Statement on Closure of Schools in Rural Communities

Friends of Redtail Society (FRS) was born out of a realization that an all out assault on rural communities was in progress, manifested in many ways, particularly in the clear-cutting and destruction of our forests and the habitats they provide. Since its beginning in 2007, FRS has managed to save 313 acres of local forest and is now engaged in the “second step”, the “how-to” of developing and deepening a respectful relationship between humans and this land and all its Beings.
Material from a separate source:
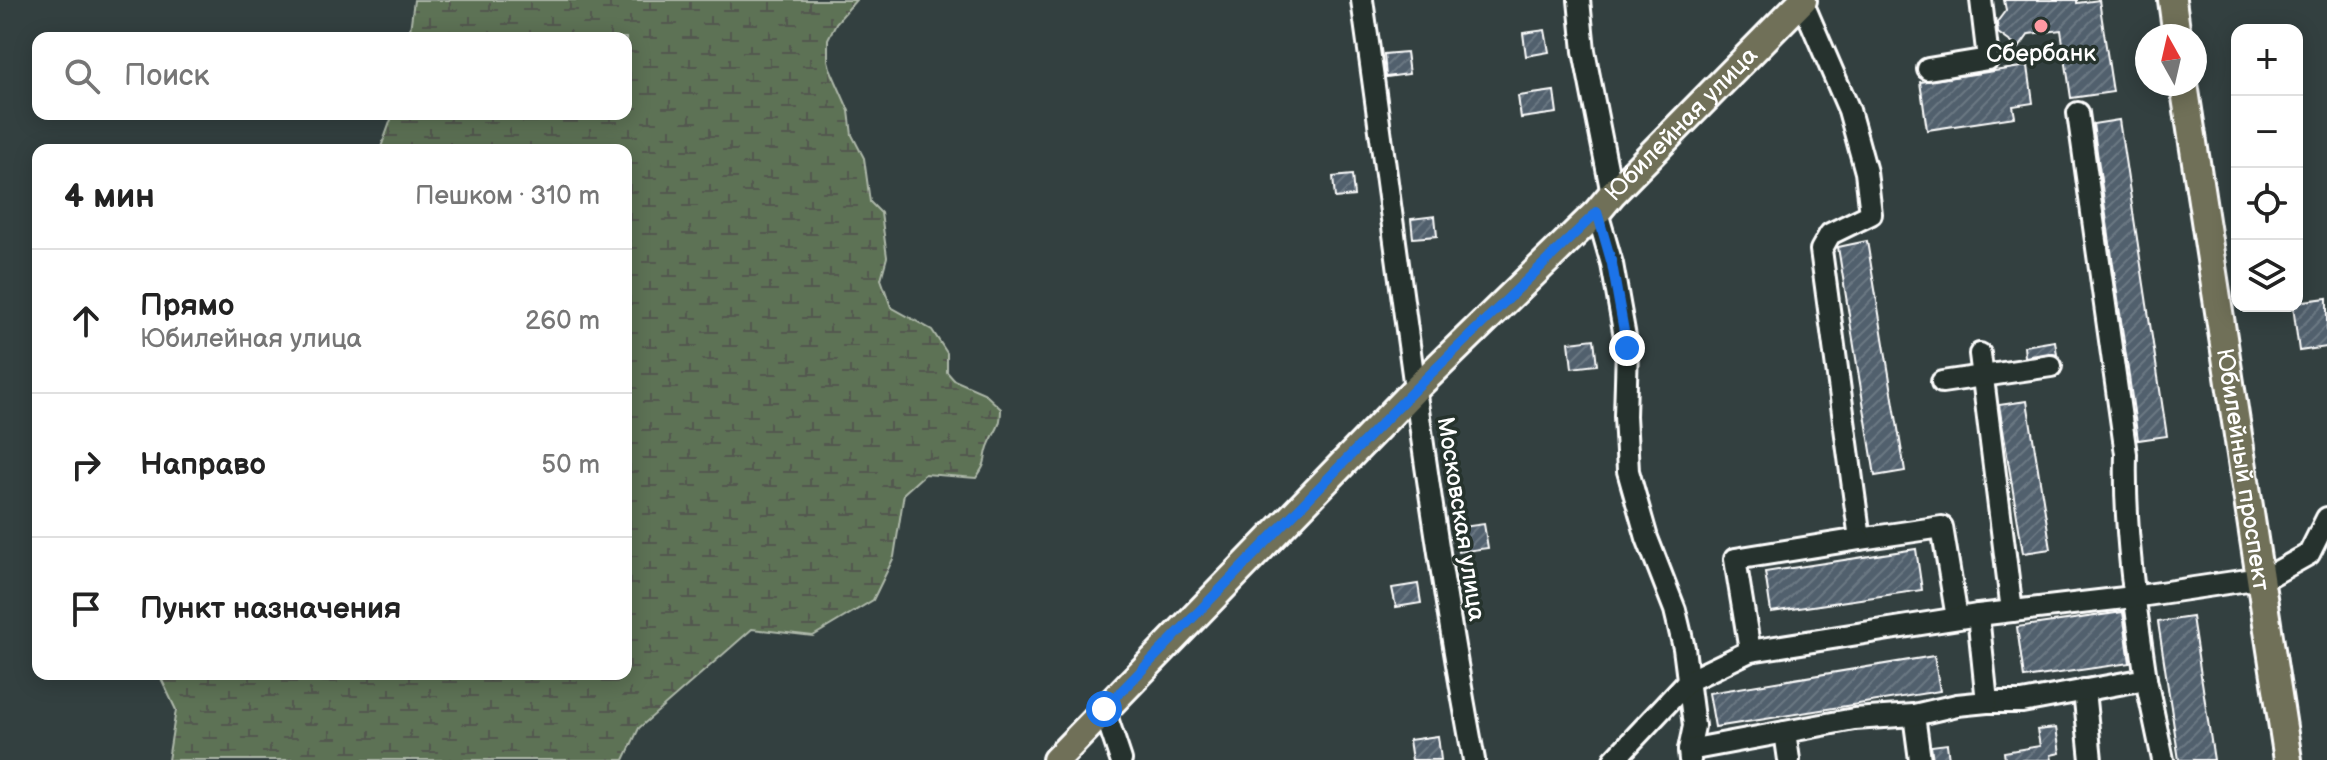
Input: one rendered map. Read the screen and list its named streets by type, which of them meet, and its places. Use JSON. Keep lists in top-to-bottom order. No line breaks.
{"streets":{"main road":["Юбилейная улица","Юбилейный проспект"],"street":["Московская улица"]},"crossings":[["Юбилейная улица","Московская улица"]],"places":["Сбербанк"],"north":"top","page":{"map_buttons":["+","−"],"search":"Поиск","heading":["4 мин","Пешком · 310 m"],"list":[["Прямо","Юбилейная улица","260 m"],["Направо","50 m"],"Пункт назначения"]}}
This forest-centered focus of FRS exists within a broader framework, one which seeks to promote community engagement in the health and well-being of its bioregion. To further this goal, FRS has spoken out about other areas of concern which impact rural communities, like on- shore oil and gas development, including hydraulic fracturing (“fracking”), and industrial scale wind projects. This statement continues this practice.


Photo: Direct action at River John Consolidated School, Photo River John HUB

Rural communities in Nova Scotia are experiencing not just an assault on the natural world of forests and plants and animals and on the air, water and soil. An assault of a different sort is underway as well, this time on the rural communities themselves, and on their human inhabitants, especially the little ones. In many parts of Nova Scotia today, rural children as young as four years are being bussed out of their home communities to schools in distant communities. Rural school and district consolidation policies have for many decades resulted in wide scale bussing and relocation of rural children. But recent local events point to an important and significant qualitative difference.

For the most part, bussing rural school children used to consist of gathering high school, and eventually junior high school students from reasonably close communities and depositing them in one modern, consolidated “rural” facility. Over time, as school districts became more and more consolidated, and as enrolments declined, under-utilized facilities were filled by closing smaller and more distant schools. This resulted in a substantial increase in the number of students bussed, as well as longer bus rides over greater distances.

Over many decades this practice of closing, consolidating and bussing has brought small rural communities to the place they find themselves today – being emptied of all their school aged children. Usually, in the best case scenario, the relocated children went together to a receiving school. Today, even that small comfort is not assured. Within the bioregion that is of concern to FRS, seventy plus Primary to Grade 9 students of a local school have been scattered among five or six schools outside their home community, arbitrarily chosen to accommodate the receiving schools’ student capacity.

The school closure processes forced upon communities and their various “save our school” committees have been arduous to say the least. Surely there is something dramatically wrong with attitudes, policies and regulations that govern education practices in this province. The scars of rural school closures and community decline dominate the rural landscape.


Photo: Direct action in River John, Photo River John HUB

FRS calls upon the Government of Nova Scotia to show real and necessary leadership at this critical time in the history of our province and of our rural communities. We call for the implementation of a radically different approach to rural education and rural communities, one that reflects the interconnectedness and interdependence of both rural and urban communities, and that acknowledges the validity and value of rural life, and acts to support the health and well-being of rural communities not just for the present but for generations to come.

Centralization, globalization and urbanization have torn many services and amenities from rural communities. Rural citizens are finding innovative ways not just to live and manage but to thrive in spite of these realities. Systematically forcing the relocation of rural children from their communities tears out the very heart and soul of that community. Small rural schools, particularly at the elementary level, define and nurture the rural child’s community identity. Over countless generations this grounding in their community has led to the significant contribution and enrichment that rural citizens have brought to this province. Over time, destroying the community identity in the child, whether intended or not, will effectively destroy the whole community.

People in rural communities understand this. They continue to mount impressive resistance to the forced closure of their community schools. FRS supports and applauds their heroic efforts. If it is not visible to all now, the hindsight of time will show the deep wisdom of these actions.